There has been some confusion regarding font-related issues under the X Window System in recent versions of Fedora Core (and versions of Red Hat Linux before it.) At the present time, there are two font subsystems, each with different characteristics:

- The original (15+ year old) subsystem is referred to as the "core X font subsystem". Fonts rendered by this subsystem are not anti-aliased, are handled by the X server, and have names like:

-misc-fixed-medium-r-normal--10-100-75-75-c-60-iso8859-1

The newer font subsystem is known as "fontconfig", and allows applications direct access to the font files. Fontconfig is often used along with the "Xft" library, which allows applications to render fontconfig fonts to the screen with antialiasing. Fontconfig uses more human-friendly names like:

Luxi Sans-10

Over time, fontconfig/Xft will replace the core X font subsystem. At the present time, applications using the Qt 3 or GTK 2 toolkits (which would include KDE and GNOME applications) use the fontconfig and Xft font subsystem; most everything else uses the core X fonts.

In the future, Fedora Core may support only fontconfig/Xft in place of the XFS font server as the default local font access method.

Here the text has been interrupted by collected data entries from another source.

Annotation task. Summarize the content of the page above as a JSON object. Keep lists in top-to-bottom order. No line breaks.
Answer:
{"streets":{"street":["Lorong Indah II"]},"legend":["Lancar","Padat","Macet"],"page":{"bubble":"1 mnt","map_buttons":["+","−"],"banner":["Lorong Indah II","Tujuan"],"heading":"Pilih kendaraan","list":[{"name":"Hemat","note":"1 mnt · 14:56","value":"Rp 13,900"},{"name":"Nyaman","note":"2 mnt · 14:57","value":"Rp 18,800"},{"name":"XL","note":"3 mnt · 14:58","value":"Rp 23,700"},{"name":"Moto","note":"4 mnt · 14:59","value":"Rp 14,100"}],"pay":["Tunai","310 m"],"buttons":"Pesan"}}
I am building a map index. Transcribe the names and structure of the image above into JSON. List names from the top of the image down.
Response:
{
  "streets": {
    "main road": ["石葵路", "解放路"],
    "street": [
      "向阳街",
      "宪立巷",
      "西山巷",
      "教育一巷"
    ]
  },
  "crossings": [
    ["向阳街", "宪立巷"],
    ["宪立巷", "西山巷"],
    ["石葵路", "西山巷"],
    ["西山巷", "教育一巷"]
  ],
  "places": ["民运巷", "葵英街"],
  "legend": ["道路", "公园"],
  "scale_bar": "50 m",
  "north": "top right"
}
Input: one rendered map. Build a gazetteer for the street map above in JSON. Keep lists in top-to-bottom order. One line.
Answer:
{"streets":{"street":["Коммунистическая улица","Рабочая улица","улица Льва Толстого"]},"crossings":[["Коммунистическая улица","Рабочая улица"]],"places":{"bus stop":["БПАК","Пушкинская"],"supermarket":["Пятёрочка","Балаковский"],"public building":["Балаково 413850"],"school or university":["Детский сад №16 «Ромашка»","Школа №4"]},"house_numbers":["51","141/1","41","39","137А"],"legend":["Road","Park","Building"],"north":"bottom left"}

NOTE: An exception to the font subsystem usage outlined above is OpenOffice.org (which uses its own font rendering technology).

If you wish to add new fonts to your Fedora Core 1 system, you must be aware that the steps necessary depend on which font subsystem is to use the new fonts. For the core X font subsystem, you must:

1. Create the /usr/share/fonts/local/ directory (if it doesn't already exist):

mkdir /usr/share/fonts/local/

2. Copy the new font file into /usr/share/fonts/local/

3. Update the font information by issuing the following commands (note that, due to formatting restrictions, the following commands may appear on more than one line; in use, each command should be entered on a single line):

ttmkfdir -d /usr/share/fonts/local/ -o /usr/share/fonts/local/fonts.scale

mkfontdir /usr/share/local/

4. If you had to create /usr/share/fonts/local/, you must then add it to the X font server (xfs) path:

chkfontpath --add /usr/share/fonts/local/

Adding new fonts to the fontconfig font subsystem is more straightforward; the new font file only needs to be copied into the /usr/share/fonts/ directory (individual users can modify their personal font configuration by copying the font file into the ~/.fonts/ directory).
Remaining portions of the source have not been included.